Proof: The kernel of the lie algebra homomorphism is defined to be the set $\ker \phi= \{X \in \ \mathfrak g | \phi([X,H])=0 \}$. To show that $\ker \phi$ is an ideal we need to show that $[H,X] \in \ker \phi$ for every $X \in \ \mathfrak g$ and for every $ \ H \in \ker \phi$. Thus take $X \in \ker \phi $. Then $\phi([X,H])= [\phi(X),\phi(H)]=[0,\phi(H)]=0 \in \ker\phi.$ By surjectivity, we see that $[X,H] \in ker\phi$. Therefore $\ker\phi$ is an ideal.

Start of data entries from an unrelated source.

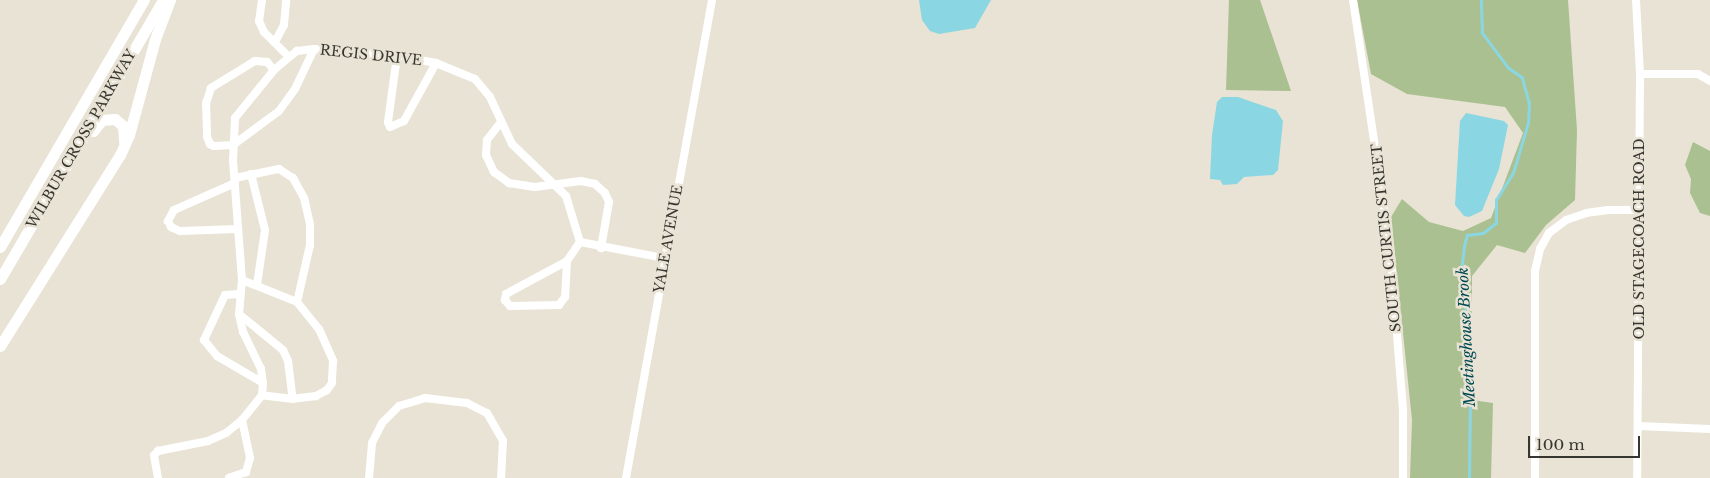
<!DOCTYPE html>
<html>
<head>
<meta charset="utf-8">
<style>
	body { margin:0 }
	#map { position:relative; width:1710px; height:478px; overflow:hidden; background:#e8e3d4; font-family:"Libre Baskerville",serif }
	div>[style] { position:absolute }
	.green>* { inset:0; background:#aac090 }
	.water>* { inset:0; background:#8ad7e3 }
	.stream>* { height:2.5px; margin:-1.25px; padding:0 1.25px; transform-origin:1.25px; border-radius:1.25px; background:#8ad7e3 }
	.minor>* { height:8px; margin:-4px; padding:0 4px; transform-origin:4px; border-radius:4px; background:#fff }
	.highway>* { height:11px; margin:-5.5px; padding:0 5.5px; transform-origin:5.5px; border-radius:5.5px; background:#fff }
	span { translate:-50% -50%; white-space:nowrap; text-align:center; line-height:1.15; -webkit-text-stroke:5px #e8e3d4; paint-order:stroke }
	.street-label { font-size:14px; color:#383630 }
	.water-label { font-size:15px; color:#004952; font-style:italic }
	.scale { position:absolute; left:1528px; top:436px; width:112px; height:22px; box-sizing:border-box; border:2px solid #383630; border-top:0; padding-left:6px; font-size:15px; line-height:18px; white-space:nowrap; color:#383630; -webkit-text-stroke:4px #e8e3d4; paint-order:stroke }
</style>
</head>
<body>
<div id="map">
	<div class="green">
		<i style="clip-path:polygon(1229px 0,1260px 0,1291px 91px,1226px 90px)"></i>
		<i style="clip-path:polygon(1357px 0,1568px 0,1577px 130px,1575px 200px,1546px 225px,1525px 253px,1497px 245px,1472px 276px,1472px 400px,1493px 403px,1491px 478px,1410px 478px,1412px 420px,1391px 217px,1402px 199px,1429px 222px,1463px 231px,1491px 218px,1523px 133px,1505px 107px,1407px 94px,1371px 74px)"></i>
		<i style="clip-path:polygon(1693px 142px,1710px 151px,1710px 216px,1700px 213px,1690px 193px,1691px 179px,1685px 165px)"></i>
	</div>
	<div class="water">
		<i style="clip-path:polygon(919px 0,991px 0,975px 28px,939px 34px,930px 31px,922px 20px)"></i>
		<i style="clip-path:polygon(1222px 97px,1238px 97px,1276px 110px,1283px 121px,1278px 170px,1273px 175px,1244px 177px,1237px 184px,1223px 185px,1220px 180px,1210px 179px,1212px 135px,1217px 102px)"></i>
		<i style="clip-path:polygon(1466px 113px,1504px 121px,1508px 125px,1499px 169px,1482px 211px,1469px 217px,1464px 216px,1455px 205px,1460px 121px)"></i>
	</div>
	<div class="stream">
		<i style="left:1469px;top:478px;width:77px;rotate:-89.3deg"></i>
		<i style="left:1470px;top:401px;width:138px;rotate:-93.3deg"></i>
		<i style="left:1462px;top:263px;width:17px;rotate:-83deg"></i>
		<i style="left:1464px;top:246px;width:11px;rotate:-75deg"></i>
		<i style="left:1467px;top:235px;width:16px;rotate:-7deg"></i>
		<i style="left:1483px;top:233px;width:16px;rotate:-38deg"></i>
		<i style="left:1496px;top:223px;width:23px;rotate:-90deg"></i>
		<i style="left:1496px;top:200px;width:32px;rotate:-58deg"></i>
		<i style="left:1513px;top:173px;width:52px;rotate:-73.3deg"></i>
		<i style="left:1528px;top:123px;width:19px;rotate:-87deg"></i>
		<i style="left:1529px;top:104px;width:27px;rotate:-105deg"></i>
		<i style="left:1522px;top:78px;width:17px;rotate:-144deg"></i>
		<i style="left:1508px;top:68px;width:44px;rotate:-126.6deg"></i>
		<i style="left:1482px;top:33px;width:33px;rotate:-92deg"></i>
	</div>
	<div class="minor">
		<i style="left:262px;top:0;width:21px;rotate:98deg"></i>
		<i style="left:259px;top:21px;width:12px;rotate:66deg"></i>
		<i style="left:264px;top:32px;width:35px;rotate:45deg"></i>
		<i style="left:1353px;top:0;width:251px;rotate:81.5deg"></i>
		<i style="left:1390px;top:248px;width:163px;rotate:85.4deg"></i>
		<i style="left:1403px;top:410px;width:68px;rotate:90deg"></i>
		<i style="left:1636px;top:0;width:74px;rotate:86.9deg"></i>
		<i style="left:1640px;top:74px;width:404px;rotate:90.4deg"></i>
		<i style="left:276px;top:40px;width:17px;rotate:-62deg"></i>
		<i style="left:284px;top:25px;width:25px;rotate:-85deg"></i>
		<i style="left:397px;top:56px;width:67px;rotate:97.8deg"></i>
		<i style="left:388px;top:122px;width:5px;rotate:68deg"></i>
		<i style="left:390px;top:127px;width:15px;rotate:-23deg"></i>
		<i style="left:404px;top:121px;width:66px;rotate:-61.1deg"></i>
		<i style="left:274px;top:70px;width:11px;rotate:-131deg"></i>
		<i style="left:267px;top:62px;width:12px;rotate:-175deg"></i>
		<i style="left:255px;top:61px;width:52px;rotate:148.5deg"></i>
		<i style="left:211px;top:88px;width:16px;rotate:108deg"></i>
		<i style="left:206px;top:103px;width:34px;rotate:88deg"></i>
		<i style="left:207px;top:137px;width:8px;rotate:67deg"></i>
		<i style="left:210px;top:144px;width:4px;rotate:27deg"></i>
		<i style="left:214px;top:146px;width:19px;rotate:-3deg"></i>
		<i style="left:233px;top:145px;width:57px;rotate:-36.5deg"></i>
		<i style="left:279px;top:111px;width:27px;rotate:-54deg"></i>
		<i style="left:295px;top:89px;width:44px;rotate:-64.6deg"></i>
		<i style="left:1640px;top:74px;width:58px"></i>
		<i style="left:1698px;top:74px;width:14px;rotate:30deg"></i>
		<i style="left:501px;top:122px;width:23px;rotate:128deg"></i>
		<i style="left:487px;top:140px;width:15px;rotate:94deg"></i>
		<i style="left:486px;top:155px;width:19px;rotate:65deg"></i>
		<i style="left:494px;top:172px;width:19px;rotate:36deg"></i>
		<i style="left:509px;top:183px;width:26px;rotate:9deg"></i>
		<i style="left:535px;top:187px;width:46px;rotate:-7.4deg"></i>
		<i style="left:581px;top:181px;width:14px;rotate:12deg"></i>
		<i style="left:595px;top:184px;width:13px;rotate:42deg"></i>
		<i style="left:605px;top:193px;width:10px;rotate:66deg"></i>
		<i style="left:609px;top:202px;width:47px;rotate:99.9deg"></i>
		<i style="left:251px;top:174px;width:58px;rotate:76deg"></i>
		<i style="left:265px;top:230px;width:56px;rotate:98.3deg"></i>
		<i style="left:235px;top:178px;width:45px;rotate:-11.6deg"></i>
		<i style="left:279px;top:169px;width:17px;rotate:33deg"></i>
		<i style="left:293px;top:178px;width:23px;rotate:61deg"></i>
		<i style="left:304px;top:198px;width:28px;rotate:77deg"></i>
		<i style="left:310px;top:225px;width:20px;rotate:90deg"></i>
		<i style="left:310px;top:245px;width:58px;rotate:102.8deg"></i>
		<i style="left:235px;top:183px;width:67px;rotate:156.1deg"></i>
		<i style="left:174px;top:210px;width:13px;rotate:119deg"></i>
		<i style="left:168px;top:221px;width:7px;rotate:63deg"></i>
		<i style="left:171px;top:227px;width:10px;rotate:24deg"></i>
		<i style="left:180px;top:231px;width:58px;rotate:-2deg"></i>
		<i style="left:567px;top:261px;width:36px;rotate:93deg"></i>
		<i style="left:565px;top:297px;width:10px;rotate:127deg"></i>
		<i style="left:559px;top:305px;width:49px;rotate:178.8deg"></i>
		<i style="left:510px;top:306px;width:8px;rotate:-130deg"></i>
		<i style="left:505px;top:300px;width:6px;rotate:-81deg"></i>
		<i style="left:506px;top:294px;width:69px;rotate:-28.4deg"></i>
		<i style="left:567px;top:261px;width:23px;rotate:-56deg"></i>
		<i style="left:242px;top:280px;width:59px;rotate:21.8deg"></i>
		<i style="left:297px;top:302px;width:35px;rotate:51deg"></i>
		<i style="left:319px;top:329px;width:35px;rotate:66deg"></i>
		<i style="left:333px;top:361px;width:22px;rotate:93deg"></i>
		<i style="left:332px;top:383px;width:9px;rotate:126deg"></i>
		<i style="left:327px;top:390px;width:13px;rotate:151deg"></i>
		<i style="left:316px;top:396px;width:23px;rotate:173deg"></i>
		<i style="left:293px;top:399px;width:31px;rotate:-173deg"></i>
		<i style="left:239px;top:294px;width:14px;rotate:176deg"></i>
		<i style="left:225px;top:295px;width:50px;rotate:115deg"></i>
		<i style="left:204px;top:340px;width:21px;rotate:51deg"></i>
		<i style="left:217px;top:356px;width:53px;rotate:30.4deg"></i>
		<i style="left:239px;top:314px;width:57px;rotate:39.3deg"></i>
		<i style="left:283px;top:350px;width:12px;rotate:66deg"></i>
		<i style="left:288px;top:361px;width:38px;rotate:83deg"></i>
		<i style="left:242px;top:420px;width:32px;rotate:-51deg"></i>
		<i style="left:262px;top:395px;width:12px;rotate:-85deg"></i>
		<i style="left:263px;top:383px;width:14px;rotate:-98deg"></i>
		<i style="left:261px;top:369px;width:41px;rotate:-115.9deg"></i>
		<i style="left:243px;top:332px;width:18px;rotate:-103deg"></i>
		<i style="left:239px;top:314px;width:34px;rotate:-85deg"></i>
		<i style="left:242px;top:280px;width:119px;rotate:-94.3deg"></i>
		<i style="left:233px;top:161px;width:43px;rotate:-87.3deg"></i>
		<i style="left:235px;top:118px;width:62px;rotate:-50.9deg"></i>
		<i style="left:274px;top:70px;width:30px;rotate:-40deg"></i>
		<i style="left:297px;top:51px;width:17px;rotate:-7deg"></i>
		<i style="left:314px;top:49px;width:83px;rotate:4.8deg"></i>
		<i style="left:397px;top:56px;width:40px;rotate:10deg"></i>
		<i style="left:436px;top:63px;width:42px;rotate:22.3deg"></i>
		<i style="left:475px;top:79px;width:23px;rotate:50deg"></i>
		<i style="left:490px;top:97px;width:52px;rotate:64.9deg"></i>
		<i style="left:512px;top:144px;width:75px;rotate:43.9deg"></i>
		<i style="left:566px;top:196px;width:48px;rotate:73.1deg"></i>
		<i style="left:580px;top:242px;width:86px;rotate:10.8deg"></i>
		<i style="left:1638px;top:426px;width:72px;rotate:2.4deg"></i>
		<i style="left:158px;top:478px;width:23px;rotate:-100deg"></i>
		<i style="left:154px;top:455px;width:6px;rotate:-45deg"></i>
		<i style="left:158px;top:451px;width:51px;rotate:-11.3deg"></i>
		<i style="left:208px;top:441px;width:20px;rotate:-24deg"></i>
		<i style="left:226px;top:433px;width:21px;rotate:-39deg"></i>
		<i style="left:242px;top:420px;width:39px;rotate:78deg"></i>
		<i style="left:250px;top:458px;width:15px;rotate:106deg"></i>
		<i style="left:246px;top:472px;width:18px;rotate:161deg"></i>
		<i style="left:369px;top:478px;width:35px;rotate:-85deg"></i>
		<i style="left:372px;top:443px;width:22px;rotate:-63deg"></i>
		<i style="left:382px;top:423px;width:24px;rotate:-45deg"></i>
		<i style="left:399px;top:406px;width:27px;rotate:-17deg"></i>
		<i style="left:425px;top:398px;width:42px;rotate:6.8deg"></i>
		<i style="left:467px;top:403px;width:22px;rotate:27deg"></i>
		<i style="left:487px;top:413px;width:32px;rotate:60deg"></i>
		<i style="left:503px;top:441px;width:37px;rotate:93deg"></i>
		<i style="left:626px;top:478px;width:486px;rotate:-79.8deg"></i>
		<i style="left:1535px;top:478px;width:207px;rotate:-90deg"></i>
		<i style="left:1535px;top:271px;width:23px;rotate:-77deg"></i>
		<i style="left:1540px;top:249px;width:18px;rotate:-61deg"></i>
		<i style="left:1549px;top:233px;width:21px;rotate:-37deg"></i>
		<i style="left:1566px;top:220px;width:21px;rotate:-19deg"></i>
		<i style="left:1586px;top:213px;width:22px;rotate:-8deg"></i>
		<i style="left:1608px;top:210px;width:32px"></i>
	</div>
	<div class="highway">
		<i style="left:93px;top:131px;width:14px;rotate:-51deg"></i>
		<i style="left:102px;top:120px;width:13px;rotate:-4deg"></i>
		<i style="left:115px;top:119px;width:11px;rotate:41deg"></i>
		<i style="left:123px;top:126px;width:15px;rotate:86deg"></i>
		<i style="left:0;top:247px;width:286px;rotate:-59.8deg"></i>
		<i style="left:0;top:279px;width:323px;rotate:-59.7deg"></i>
		<i style="left:0;top:346px;width:226px;rotate:-57.9deg"></i>
		<i style="left:120px;top:155px;width:22px;rotate:-66deg"></i>
		<i style="left:129px;top:135px;width:99px;rotate:-74.8deg"></i>
		<i style="left:155px;top:39px;width:42px;rotate:-69deg"></i>
	</div>
	<div class="street-label">
		<span style="left:371px;top:55px;rotate:6deg">REGIS DRIVE</span>
		<span style="left:81px;top:139px;rotate:-60deg">WILBUR CROSS PARKWAY</span>
		<span style="left:1386px;top:238px;rotate:-96deg">SOUTH CURTIS STREET</span>
		<span style="left:668px;top:239px;rotate:-80deg">YALE AVENUE</span>
		<span style="left:1639px;top:239px;rotate:-90deg">OLD STAGECOACH ROAD</span>
	</div>
	<div class="water-label">
		<span style="left:1466px;top:337px;rotate:-93deg">Meetinghouse Brook</span>
	</div>
	<div class="scale">100 m</div>
</div>
</body>
</html>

Does this proof look correct? I'm not quite sure if I defined the $\ker\phi $ properly since I couldn't find an explicit form of it for lie algebra's.
Best Answer
This is not correct because $\ker\phi=\{X\in\mathfrak{g}\,|\,\phi(X)=0\}$.
It is an ideal because if $X\in\ker\phi$ and $Y\in\mathfrak g$, then $[X,Y]\in\ker\phi$, and this is true because $\phi\bigl([X,Y]\bigr)=\bigl[\phi(X),\phi(Y)\bigr]=\bigl[0,\phi(Y)\bigr]=0$.